*** Opening of Source information ***
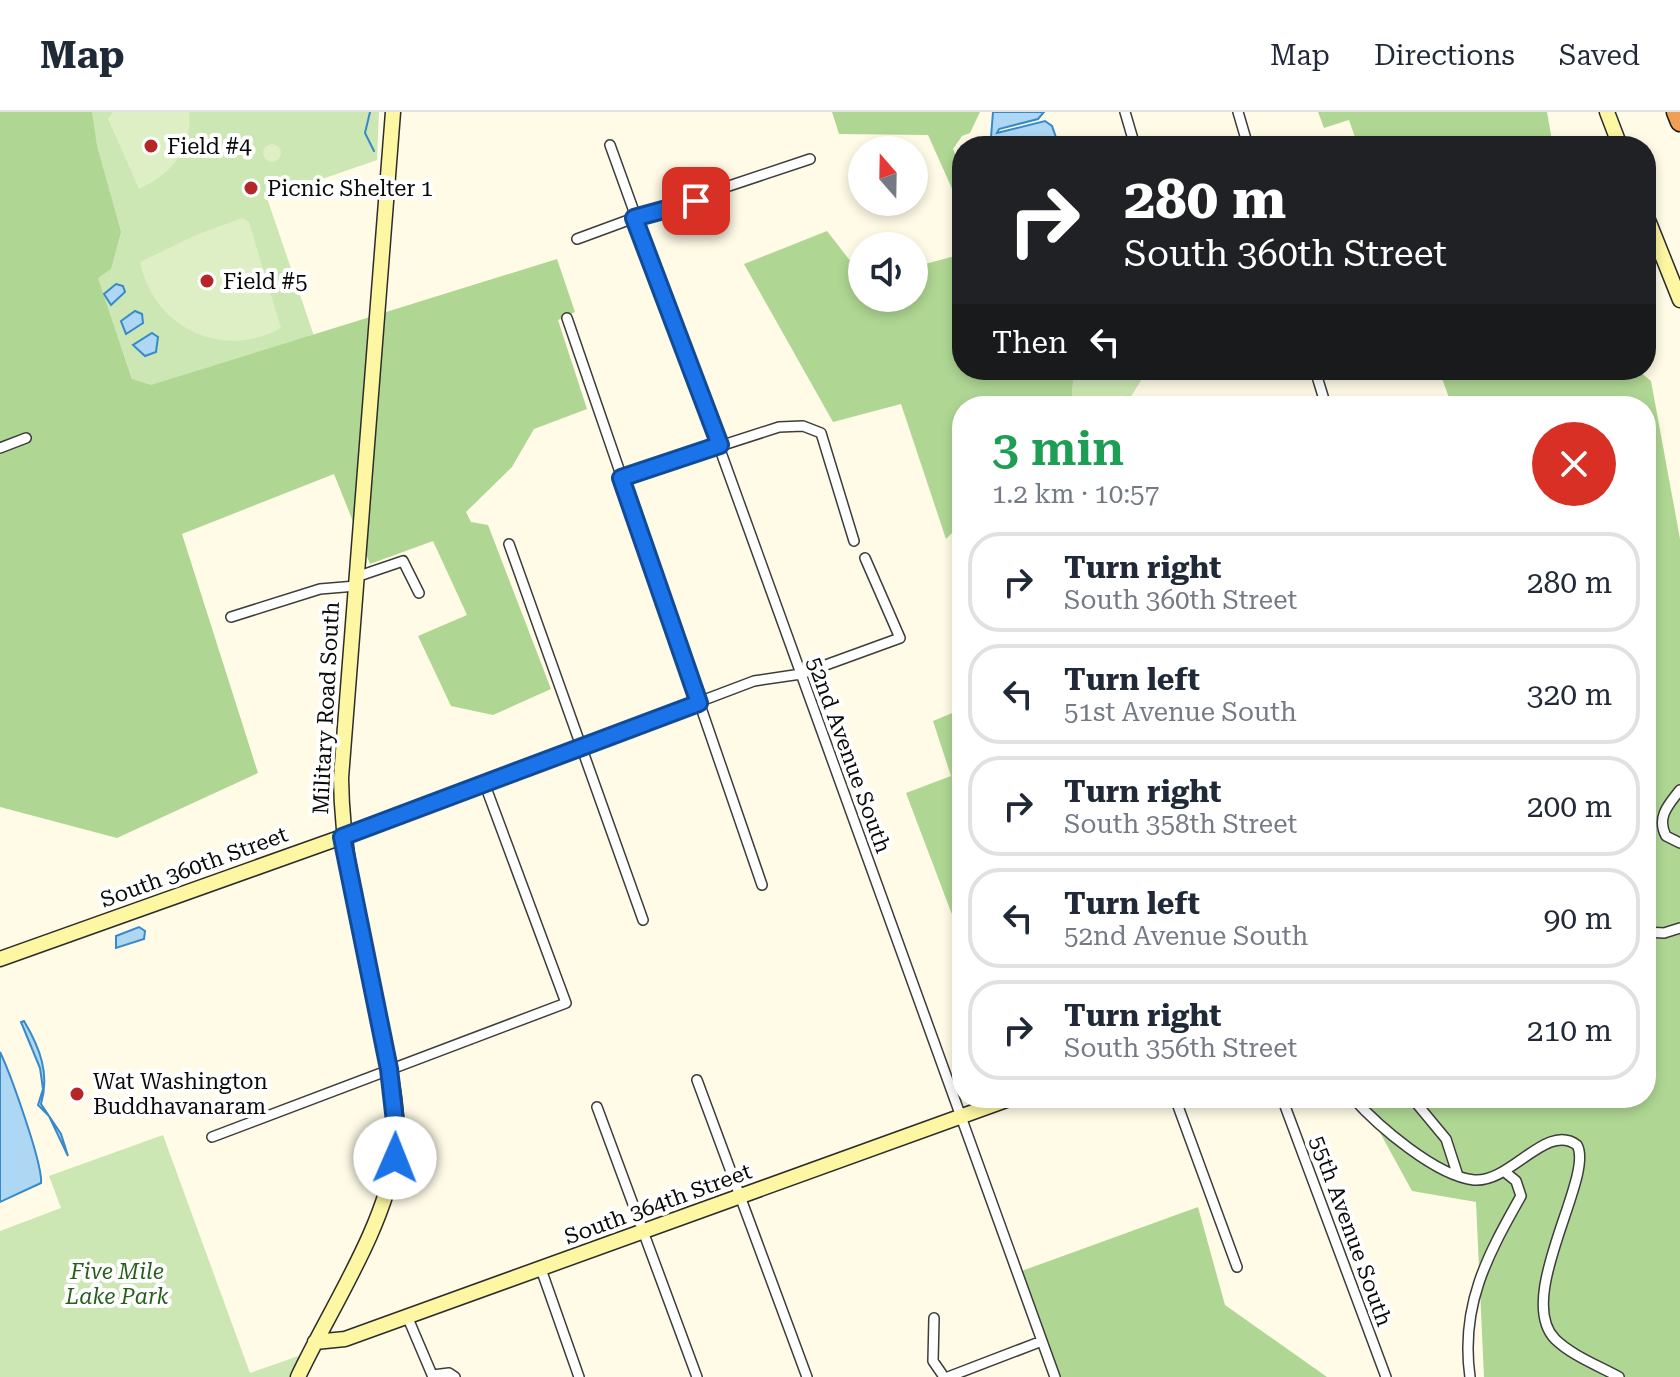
<!DOCTYPE html>
<meta charset="utf-8">
<style>
:root{--surface:#fff;--page:#f6f6f7;--text:#1f2937;--muted:#747a83;--line:#e0e1e3}
body{margin:0;font-family:"Roboto Serif",serif;background:var(--page);color:var(--text);height:100vh;display:flex;flex-direction:column;font-size:30px;white-space:nowrap}
*{box-sizing:border-box;margin:0}
p{font-size:26px;color:var(--muted)}
.icon{flex:none;width:44px;height:44px;fill:none;stroke:currentColor;stroke-width:2;stroke-linecap:round;stroke-linejoin:round}
.map{position:relative;flex:1;overflow:hidden}
.panel{position:absolute;left:952px;top:284px;width:704px;height:712px;display:flex;flex-direction:column;background:var(--surface);border-radius:32px;box-shadow:0 4px 12px #0003}
.panel>*{flex:none}
.hud{position:absolute;left:952px;top:24px;width:704px;height:244px;border-radius:32px;box-shadow:0 4px 12px #0003;background:#202124;color:#fff;overflow:hidden}
.needle{width:52px;rotate:340deg}
.controls{position:absolute;left:848px;top:24px;display:grid;gap:16px}
.controls a{display:grid;place-items:center;width:80px;height:80px;border-radius:50%;background:var(--surface);box-shadow:0 4px 12px #0003;font-size:40px}
.pin{position:absolute;display:grid;place-items:center;width:68px;height:68px;color:#fff;margin:-34px;border-radius:16px;box-shadow:0 4px 12px #0006}
.me{position:absolute;width:88px;margin:-44px;rotate:1deg;stroke-linejoin:round;filter:drop-shadow(0 0 6px #0008)}
.turn{display:flex;align-items:center;gap:28px;height:168px;padding:0 40px;font-size:36px}
.turn .icon{width:104px;height:104px;stroke-width:2.5}
.turn b{display:block;font-size:56px;line-height:68px}
.then{display:flex;align-items:center;height:76px;padding:0 40px;background:#0003;gap:16px;font-size:30px}
.round{display:grid;place-items:center;flex:none;width:84px;height:84px;border-radius:42px;background:var(--page)}
.headline{display:flex;align-items:center;justify-content:space-between;height:136px;padding:0 40px}
h1{font-size:48px;font-weight:600;line-height:60px;color:#1e9e55}
ul{padding:0;list-style:none}
li{display:flex;align-items:center;gap:24px;height:100px;margin:0 16px 12px;padding:0 24px;border:4px solid var(--line);border-radius:32px}
li div{flex:1}
li b{display:block;font-size:30px}
li em{font-style:normal}
header{display:flex;align-items:center;gap:48px;box-sizing:border-box;height:112px;padding:0 40px;background:var(--surface);border-bottom:2px solid var(--line)}
header strong{font-size:38px}
nav{display:flex;gap:44px;margin-inline-start:auto;font-size:28px}
.map>svg:first-child{display:block}
.green{fill:#cce7b3}
.forest{fill:#afd793}
.pitch{fill:#deeec5}
.water{fill:#aed7f4;stroke:#368aca;stroke-width:2}
.lines{fill:none;stroke-linecap:round;stroke-linejoin:round}
.stream{stroke:#368aca;stroke-width:2}
.street-casing{stroke:#3d3d3d;stroke-width:12}
.secondary-casing{stroke:#2c2c2c;stroke-width:17}
.highway-casing{stroke:#1b1b1b;stroke-width:21}
.street{stroke:#fff;stroke-width:9}
.secondary{stroke:#fdf6a3;stroke-width:14}
.highway{stroke:#f1a053;stroke-width:18}
.route-casing{stroke:#114b97;stroke-width:20}
.route{stroke:#1a73e8;stroke-width:14}
.poi-dot{fill:#b62628;stroke:#fff;stroke-width:3}
.labels{text-anchor:middle;dominant-baseline:central;stroke-width:8;stroke-linejoin:round;paint-order:stroke}
.poi-label{font-size:22px;fill:#0a0a0a;stroke:#fff;text-anchor:start}
.street-label{font-size:22px;fill:#0a0a0a;stroke:#fff}
.park-label{font-size:22px;font-style:italic;fill:#285f1d;stroke:#fff}
</style>
<header>
<strong>Map</strong>
<nav><a>Map</a><a>Directions</a><a>Saved</a></nav>
</header>
<div class="map">
<svg width="1680" height="1265" viewBox="0 0 1680 1265">
<rect width="100%" height="100%" fill="#fffbe7"/>
<path class="green" d="M 41,0 L 379,0 L 377,48 L 267,86 L 314,224 L 138,284 Z
M 1074,258 L 1141,258 L 1142,267 L 1125,294 L 1071,294 Z
M 163,1023 L 250,1261 L 310,1240 L 298,1265 L 0,1265 L 0,1119 L 61,1096 L 49,1064 Z"/>
<path class="forest" d="M 0,0 L 92,0 L 97,34 L 121,120 L 111,157 L 98,166 L 132,267 L 151,273 L 557,147 L 575,200 L 558,208 L 587,297 L 534,317 L 512,355 L 466,400 L 471,410 L 488,413 L 551,577 L 493,603 L 451,594 L 418,524 L 467,503 L 433,429 L 370,452 L 334,362 L 182,422 L 258,661 L 117,726 L 0,695 Z
M 832,0 L 980,0 L 970,21 L 962,24 L 953,37 L 962,59 L 962,99 L 928,23 L 839,22 Z
M 1318,0 L 1547,0 L 1553,34 L 1358,34 L 1349,8 L 1324,16 Z
M 827,119 L 862,164 L 862,186 L 914,186 L 914,155 L 962,142 L 962,258 L 1074,258 L 1071,294 L 962,294 L 962,411 L 946,427 L 901,292 L 833,310 L 744,152 Z
M 1439,258 L 1638,258 L 1651,269 L 1680,427 L 1680,1265 L 1484,1265 L 1476,1090 L 1412,1079 L 1361,986 L 1646,986 L 1646,294 L 1452,294 Z
M 962,597 L 962,829 L 906,681 L 951,664 L 933,609 Z
M 1198,1095 L 1225,1193 L 1327,1265 L 1055,1265 L 1016,1161 Z"/>
<path class="pitch" d="M 113,0 L 189,0 C 193,36 171,63 139,77 L 108,7 Z
M263 41a9 9 0 1 1 18 0a9 9 0 1 1-18 0Z
M 242,106 L 249,110 L 281,216 C 222,249 153,215 140,150 L 196,123 Z"/>
<path class="water" d="M 993,0 L 1044,0 L 1038,7 L 999,17 L 997,21 L 1045,9 L 1052,14 L 1059,34 L 980,34 L 991,25 Z
M 116,172 L 123,174 L 125,180 L 111,193 L 104,182 Z
M 135,199 L 142,202 L 143,211 L 126,222 L 121,209 Z
M 152,221 L 158,225 L 156,240 L 145,244 L 133,233 Z
M 139,815 L 145,819 L 144,827 L 116,836 L 116,824 Z
M 24,909 C 40,936 50,962 41,992 L 61,1022 L 68,1044 L 49,1004 L 38,993 L 43,977 L 40,956 L 21,910 Z
M 0,940 C 10,961 43,1052 41,1071 L 0,1090 Z"/>
<g class="lines">
<path class="stream" d="M 370,0 L 365,21 L 374,39"/>
<g class="street-casing">
<path id="street" d="M 1125,0 L 1135,34
M 1238,0 L 1248,34
M 610,33 L 1055,1265
M 577,127 L 634,106 L 681,95 L 726,75 L 810,47
M 567,206 L 762,773
M 1315,258 L 1326,294
M 0,336 L 26,326
M 621,366 L 779,315 L 803,314 L 821,321 L 854,429
M 509,432 L 643,808
M 356,465 L 403,449 L 419,481
M 231,505 L 320,477 L 356,474
M 1680,678 C 1669,692 1656,705 1666,724 L 1680,731
M 342,725 L 754,569 L 801,562 L 900,526 L 865,446
M 1646,820 L 1664,821 L 1680,816
M 697,968 L 807,1265
M 1175,986 L 1237,1155
M 1282,986 L 1386,1265
M 1353,986 C 1378,1014 1436,1064 1474,1068 C 1511,1071 1546,1010 1577,1033 C 1595,1064 1514,1185 1555,1227 C 1571,1243 1599,1254 1619,1265
M 1412,986 L 1446,1027 L 1458,1064
M 597,995 L 697,1265
M 212,1025 L 566,891 L 485,673
M 541,1157 L 579,1265
M 407,1204 L 433,1265
M 934,1206 L 933,1249 L 944,1265
M 433,1263 L 449,1261 L 455,1265
M 948,1265 L 1042,1229
M 1470,1265 C 1460,1194 1487,1144 1521,1084 L 1516,1069 L 1505,1060"/>
</g>
<g class="secondary-casing">
<path id="secondary" d="M 1607,0 L 1620,34
M 1646,103 L 1680,188
M 0,847 L 342,725
M 315,1230 L 345,1227 L 1012,986
M 298,1265 C 329,1199 385,1115 395,1043 C 401,1000 388,953 380,911 C 363,830 342,749 341,666 L 393,0"/>
</g>
<g class="highway-casing">
<path id="highway" d="M 1676,0 L 1680,10"/>
</g>
<use href="#street" class="street"/>
<use href="#secondary" class="secondary"/>
<use href="#highway" class="highway"/>
</g>
<g class="lines">
<g class="route-casing">
<path id="route" d="M 395,1046 L 397,1027 L 389,957 L 342,725 L 699,591 L 621,366 L 720,333 L 634,106 L 696,89"/>
</g>
<use href="#route" class="route"/>
</g>
<g class="poi-dot">
<circle cx="151" cy="34" r="8"/>
<circle cx="251" cy="76" r="8"/>
<circle cx="207" cy="169" r="8"/>
<circle cx="77" cy="982" r="8"/>
</g>
<g class="labels">
<g class="poi-label">
<text x="167" y="34">Field #4</text>
<text x="267" y="76">Picnic Shelter 1</text>
<text x="223" y="169">Field #5</text>
<text x="93" y="969">Wat Washington<tspan x="93" dy="25">Buddhavanaram</tspan></text>
</g>
<g class="street-label">
<text transform="translate(326 596) rotate(-87)">Military Road South</text>
<text transform="translate(849 643) rotate(70)">52nd Avenue South</text>
<text transform="translate(194 755) rotate(-20)">South 360th Street</text>
<text transform="translate(658 1092) rotate(-20)">South 364th Street</text>
<text transform="translate(1351 1119) rotate(70)">55th Avenue South</text>
</g>
<g class="park-label">
<text x="117" y="1159">Five Mile<tspan x="117" dy="25">Lake Park</tspan></text>
</g>
</g>
</svg>
<div class="controls">
<a><svg class="needle" viewBox="-14 -14 28 28"><path d="M0-13l5 13h-10z" fill="#e53935"/><path d="M0 13l5-13h-10z" fill="#747a83"/></svg></a>
<a><svg class="icon" aria-label="sound" viewBox="0 0 24 24"><path d="M4 9h4l5-4v14l-5-4H4zM17 9q2 3 0 6"/></svg></a>
</div>
<div class="pin" style="left:696px;top:89px;background:#d93025"><svg class="icon" aria-label="arrive" viewBox="0 0 24 24"><path d="M6 21V4h12l-3 4 3 4H6"/></svg></div>
<svg class="me" style="left:395px;top:1046px" viewBox="-20 -20 40 40"><circle r="19" fill="#fff"/><path d="M0-13L10 11 0 6-10 11z" fill="#1a73e8"/></svg>
<div class="hud">
<div class="turn"><svg class="icon" aria-label="right" viewBox="0 0 24 24"><path d="M7 20v-9h11M14 6l5 5-5 5"/></svg><div><b>280 m</b>South 360th Street</div></div>
<div class="then">Then<svg class="icon" aria-label="left" viewBox="0 0 24 24"><path d="M17 20v-9H6M10 6l-5 5 5 5"/></svg></div>
</div>
<section class="panel">
<div class="headline"><div><h1>3 min</h1><p>1.2 km · 10:57</p></div><a class="round" style="background:#d93025;color:#fff"><svg class="icon" aria-label="close" viewBox="0 0 24 24"><path d="M6 6l12 12M18 6L6 18"/></svg></a></div>
<ul>
<li><svg class="icon" aria-label="right" viewBox="0 0 24 24"><path d="M7 20v-9h11M14 6l5 5-5 5"/></svg><div><b>Turn right</b><p>South 360th Street</p></div><em>280 m</em></li>
<li><svg class="icon" aria-label="left" viewBox="0 0 24 24"><path d="M17 20v-9H6M10 6l-5 5 5 5"/></svg><div><b>Turn left</b><p>51st Avenue South</p></div><em>320 m</em></li>
<li><svg class="icon" aria-label="right" viewBox="0 0 24 24"><path d="M7 20v-9h11M14 6l5 5-5 5"/></svg><div><b>Turn right</b><p>South 358th Street</p></div><em>200 m</em></li>
<li><svg class="icon" aria-label="left" viewBox="0 0 24 24"><path d="M17 20v-9H6M10 6l-5 5 5 5"/></svg><div><b>Turn left</b><p>52nd Avenue South</p></div><em>90 m</em></li>
<li><svg class="icon" aria-label="right" viewBox="0 0 24 24"><path d="M7 20v-9h11M14 6l5 5-5 5"/></svg><div><b>Turn right</b><p>South 356th Street</p></div><em>210 m</em></li>
</ul>
</section>
</div>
*** Close of Source information ***
**Problem:**
Please give an exact copy of the lines above, beginning with the line containing "<strong>Map</strong>" and running through the line containing "M 832,0 L 980,0", and of no other lines.

**Task answer:**
<strong>Map</strong>
<nav><a>Map</a><a>Directions</a><a>Saved</a></nav>
</header>
<div class="map">
<svg width="1680" height="1265" viewBox="0 0 1680 1265">
<rect width="100%" height="100%" fill="#fffbe7"/>
<path class="green" d="M 41,0 L 379,0 L 377,48 L 267,86 L 314,224 L 138,284 Z
M 1074,258 L 1141,258 L 1142,267 L 1125,294 L 1071,294 Z
M 163,1023 L 250,1261 L 310,1240 L 298,1265 L 0,1265 L 0,1119 L 61,1096 L 49,1064 Z"/>
<path class="forest" d="M 0,0 L 92,0 L 97,34 L 121,120 L 111,157 L 98,166 L 132,267 L 151,273 L 557,147 L 575,200 L 558,208 L 587,297 L 534,317 L 512,355 L 466,400 L 471,410 L 488,413 L 551,577 L 493,603 L 451,594 L 418,524 L 467,503 L 433,429 L 370,452 L 334,362 L 182,422 L 258,661 L 117,726 L 0,695 Z
M 832,0 L 980,0 L 970,21 L 962,24 L 953,37 L 962,59 L 962,99 L 928,23 L 839,22 Z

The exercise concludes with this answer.